Shares of Chapel Hill drug developer Cempra plummeted 57 percent Thursday after the company reported that the Food and Drug Administration declined to approve its experimental antibiotic.
Federal regulators did not outright reject the oral and intravenous formulas of the experimental antibiotic solithromycin, or Solithera, which is aimed at treating pneumonia.
Rather, the agency issued a Complete Response Letter in which it called for an additional clinical trial that Cempra must conduct to determine the drug’s safety. Such a study could be costly and time-consuming.
The FDA also informed the company that, although it reserves comment on drug labeling pending further tests, the risk of liver damage to patients is such that it expects to require labeling on the drug that would restrict its use to patients with “limited therapeutic options” who take the drug for a limited amount of time. Such restrictions would curb the drug’s revenue potential.
Cempra has more than $225 million in cash, which the company said affords it the “flexibility to determine the best course forward.”
“We are committed ... to working with the FDA to achieve approval of solithromycin as quickly as possible,” acting CEO David Zaccardelli told analysts during a conference call.
Based on the information the FDA supplied in its letter, Zaccardelli said, the company doesn’t foresee obtaining approval of the drug before 2018.
Zaccardelli also stressed that the FDA did not request any additional tests regarding the drug’s efficacy.
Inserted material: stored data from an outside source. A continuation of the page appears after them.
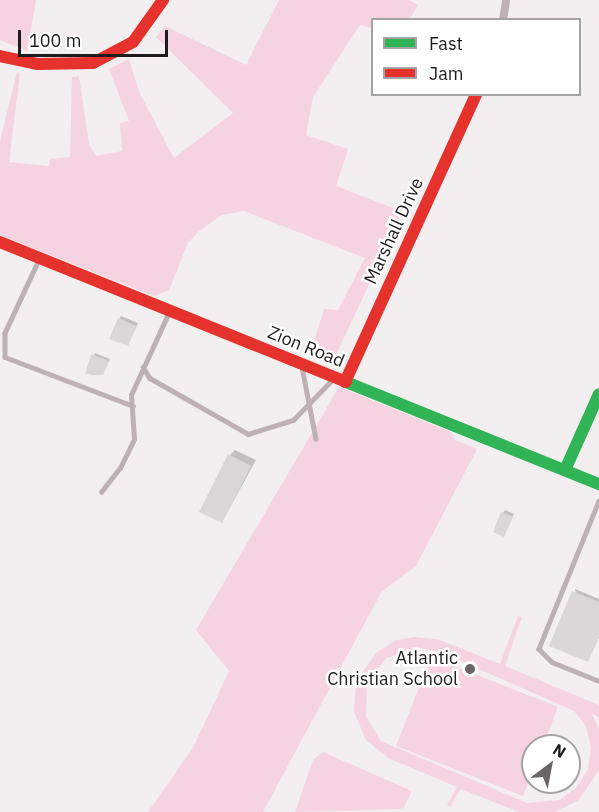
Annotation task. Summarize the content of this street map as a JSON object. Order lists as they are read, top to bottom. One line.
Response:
{"streets":{"street":["Marshall Drive","Zion Road"]},"crossings":[["Marshall Drive","Zion Road"]],"places":["Atlantic Christian School"],"legend":["Fast","Jam"],"scale_bar":"100 m","north":"top right"}
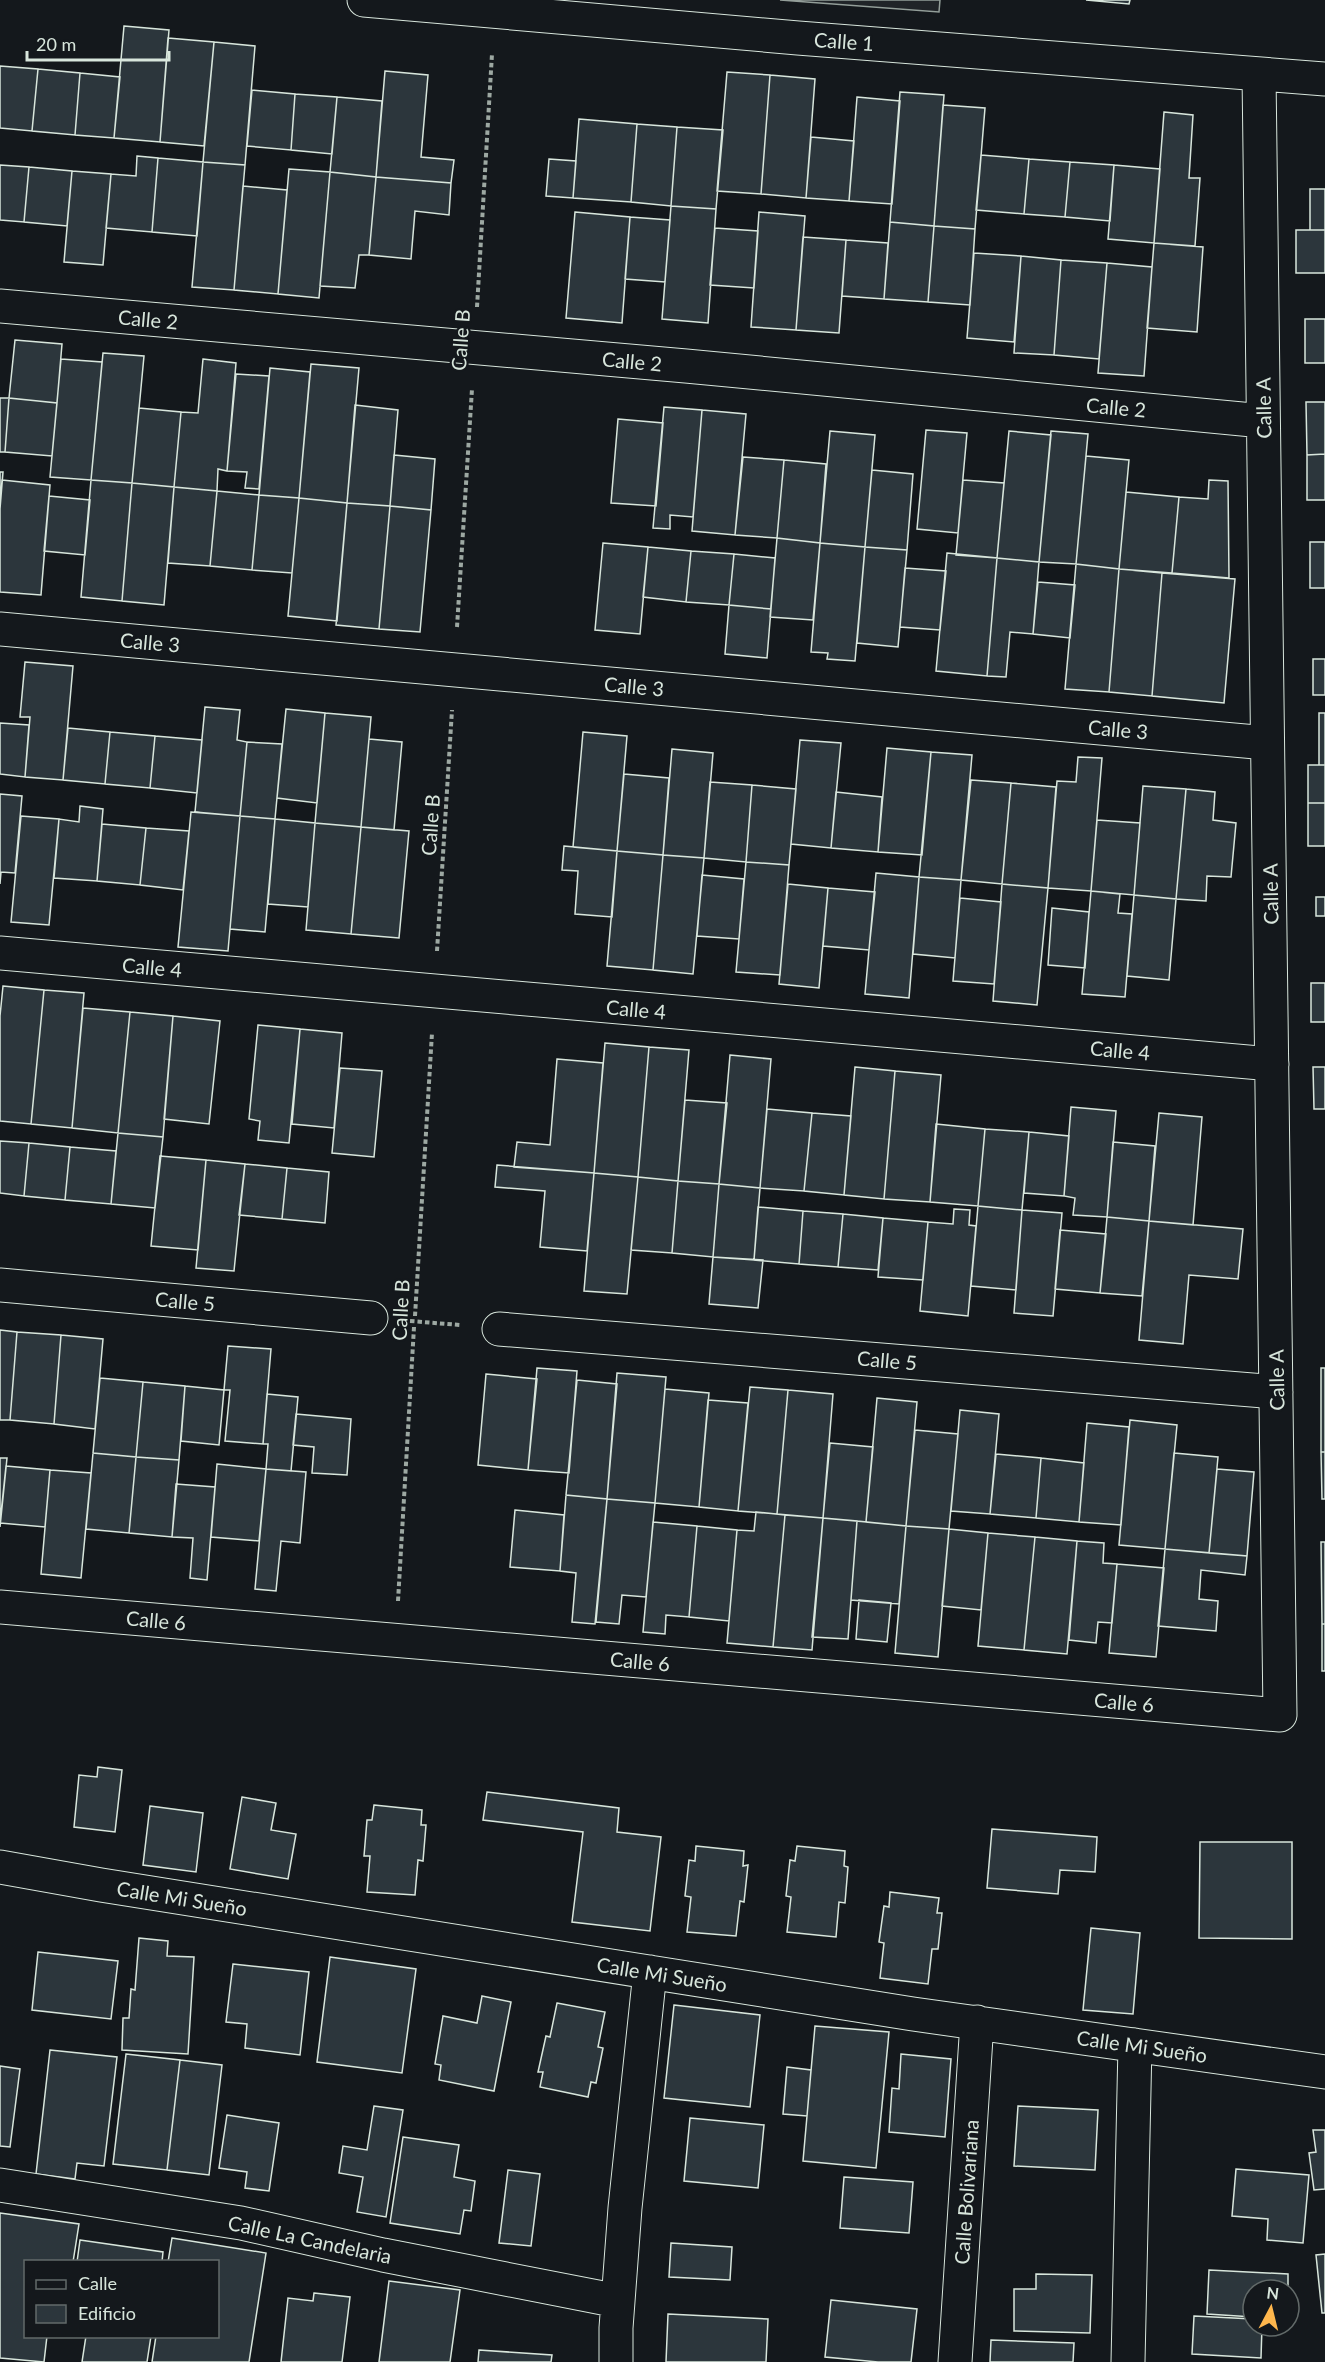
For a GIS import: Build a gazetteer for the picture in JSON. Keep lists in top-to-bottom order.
{
  "streets": {
    "street": [
      "Calle 1",
      "Calle 2",
      "Calle A",
      "Calle 3",
      "Calle 4",
      "Calle 5",
      "Calle 6",
      "Calle Mi Sueño",
      "Calle Bolivariana",
      "Calle La Candelaria"
    ],
    "path": ["Calle B"]
  },
  "crossings": [
    ["Calle 1", "Calle B"],
    ["Calle 1", "Calle A"],
    ["Calle 2", "Calle B"],
    ["Calle 2", "Calle A"],
    ["Calle B", "Calle 3"],
    ["Calle B", "Calle 4"],
    ["Calle B", "Calle 6"],
    ["Calle A", "Calle 3"],
    ["Calle A", "Calle 4"],
    ["Calle A", "Calle 5"],
    ["Calle A", "Calle 6"],
    ["Calle Mi Sueño", "Calle Bolivariana"]
  ],
  "legend": ["Calle", "Edificio"],
  "scale_bar": "20 m",
  "north": "top"
}
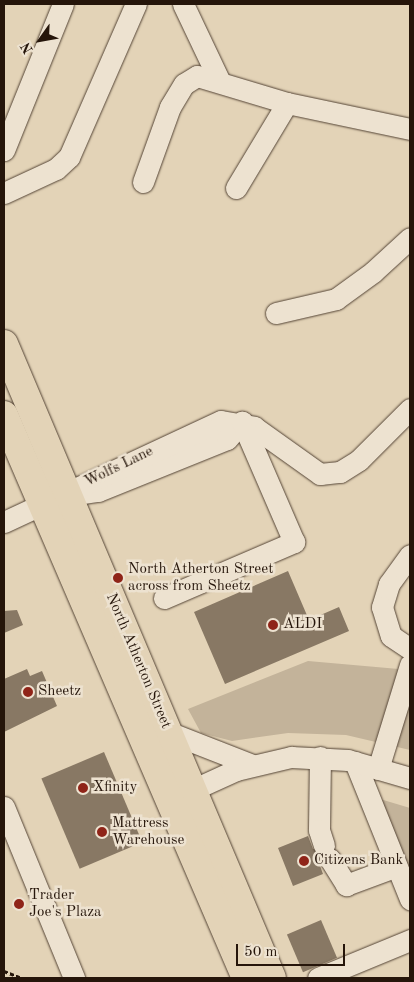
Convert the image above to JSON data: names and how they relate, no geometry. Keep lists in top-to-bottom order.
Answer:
{
  "streets": {
    "main road": ["North Atherton Street"],
    "street": ["Wolfs Lane"]
  },
  "crossings": [
    ["Wolfs Lane", "North Atherton Street"]
  ],
  "places": [
    "North Atherton Street across from Sheetz",
    "ALDI",
    "Sheetz",
    "Xfinity",
    "Mattress Warehouse",
    "Citizens Bank",
    "Trader Joe's Plaza"
  ],
  "scale_bar": "50 m",
  "north": "bottom left"
}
Zaccardelli was named acting CEO earlier this month after co-founder Prabhavathi Fernandes retired as president and CEO.
Although a clinical study focused solely on safety can be conducted much faster than one that is also designed to assess efficacy, “the exact timetable and cost of any future clinical study will depend on its feasibility, scope, duration and complexity,” Zaccardelli said.
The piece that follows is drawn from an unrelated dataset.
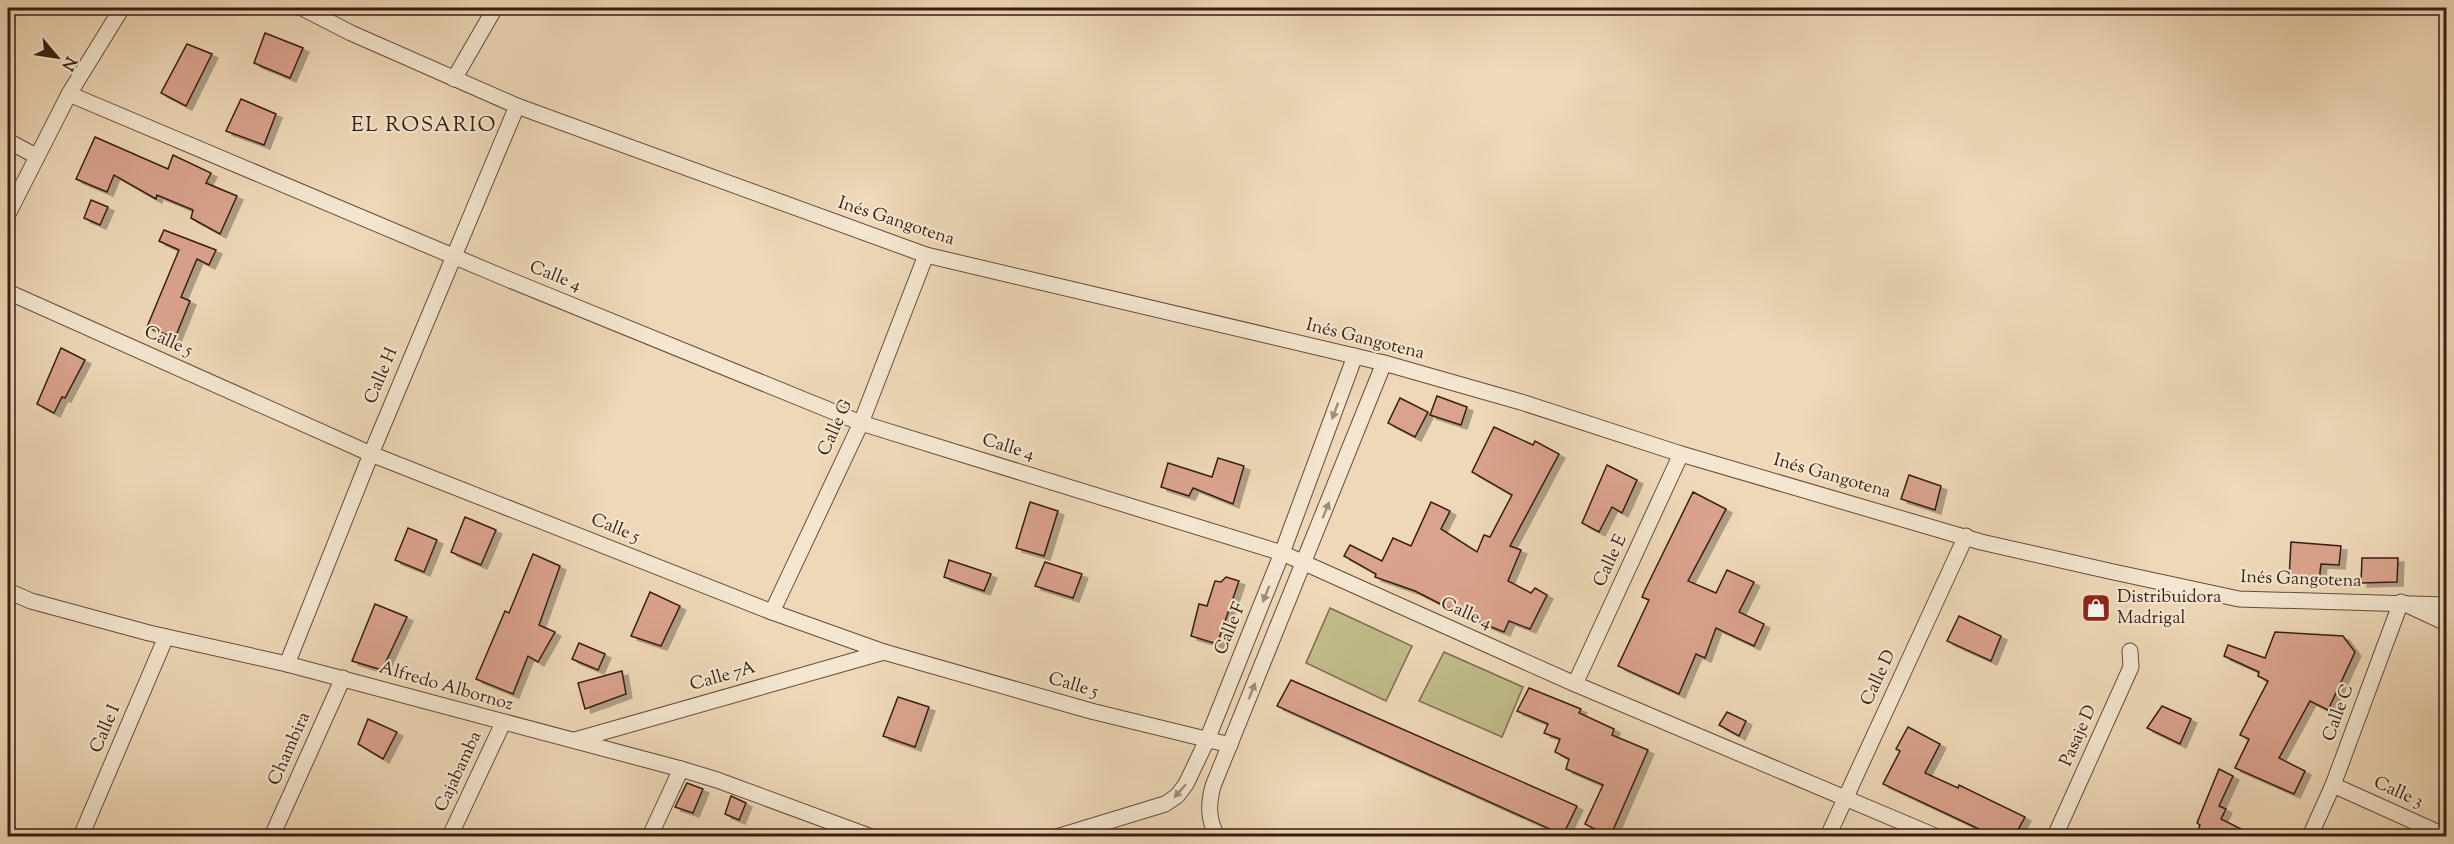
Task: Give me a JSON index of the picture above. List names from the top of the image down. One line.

The FDA told the company that the safety database of 920 patients who received solithromycin was too small to adequately characterize the nature and frequency of the drug’s adverse side effects on the liver. The agency has recommended Cempra conduct a new study of 9,000 patients who are treated with solithromycin.
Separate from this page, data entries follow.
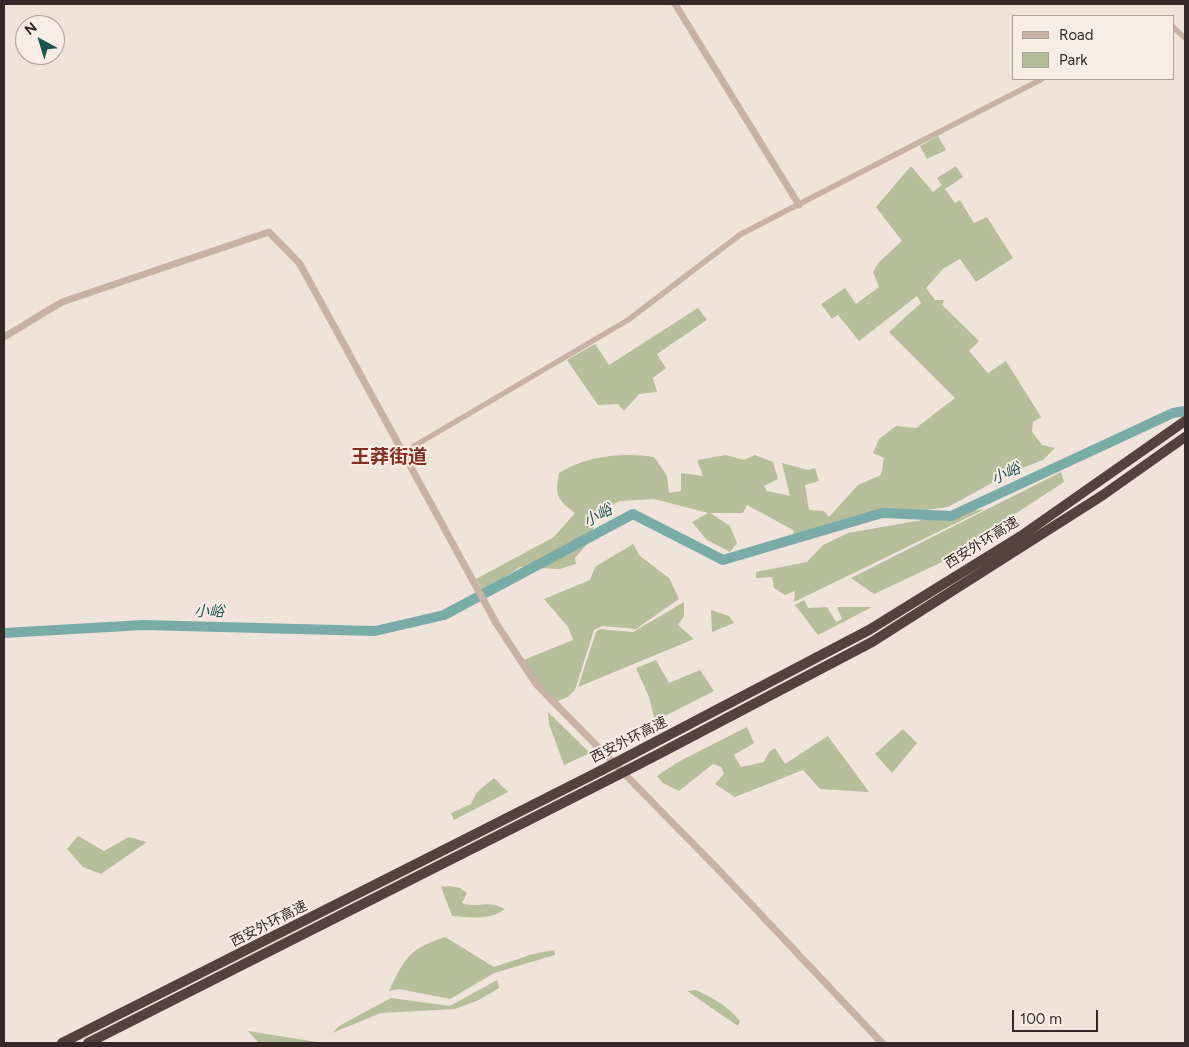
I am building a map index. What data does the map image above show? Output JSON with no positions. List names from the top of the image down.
{
  "streets": {
    "highway": ["西安外环高速"]
  },
  "districts": ["王莽街道"],
  "water": ["小峪"],
  "legend": ["Road", "Park"],
  "scale_bar": "100 m",
  "north": "top left"
}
One analyst asked Zaccardelli if he could “foresee a scenario where it makes sense to do such an arduous study” given the restrictive labeling that the FDA insists would be required.
“Those answers won’t be determined until we meet with the FDA and understand the study in its totality,” Zaccardelli said.
The FDA also cited unspecified “deficiencies” at the contract manufacturing plants in India and Kansas that Cempra lined up to produce solithromycin. Cempra is in the process of shifting some of its production to a contract manufacturing plant in Mexico.
Several Wall Street analysts have been anticipating that the FDA would issue a Complete Response Letter after agency staffers concluded last month that the antibiotic posed a potential risk of liver damage – news that triggered a 61 percent drop in Cempra’s shares. An FDA advisory board subsequently concluded, by a 7-6 vote, that the drug’s efficacy outweighed the risks.
Cempra shares closed Thursday at $2.60, down $3.50. Including Thursday’s plunge, its shares have fallen 92 percent this year.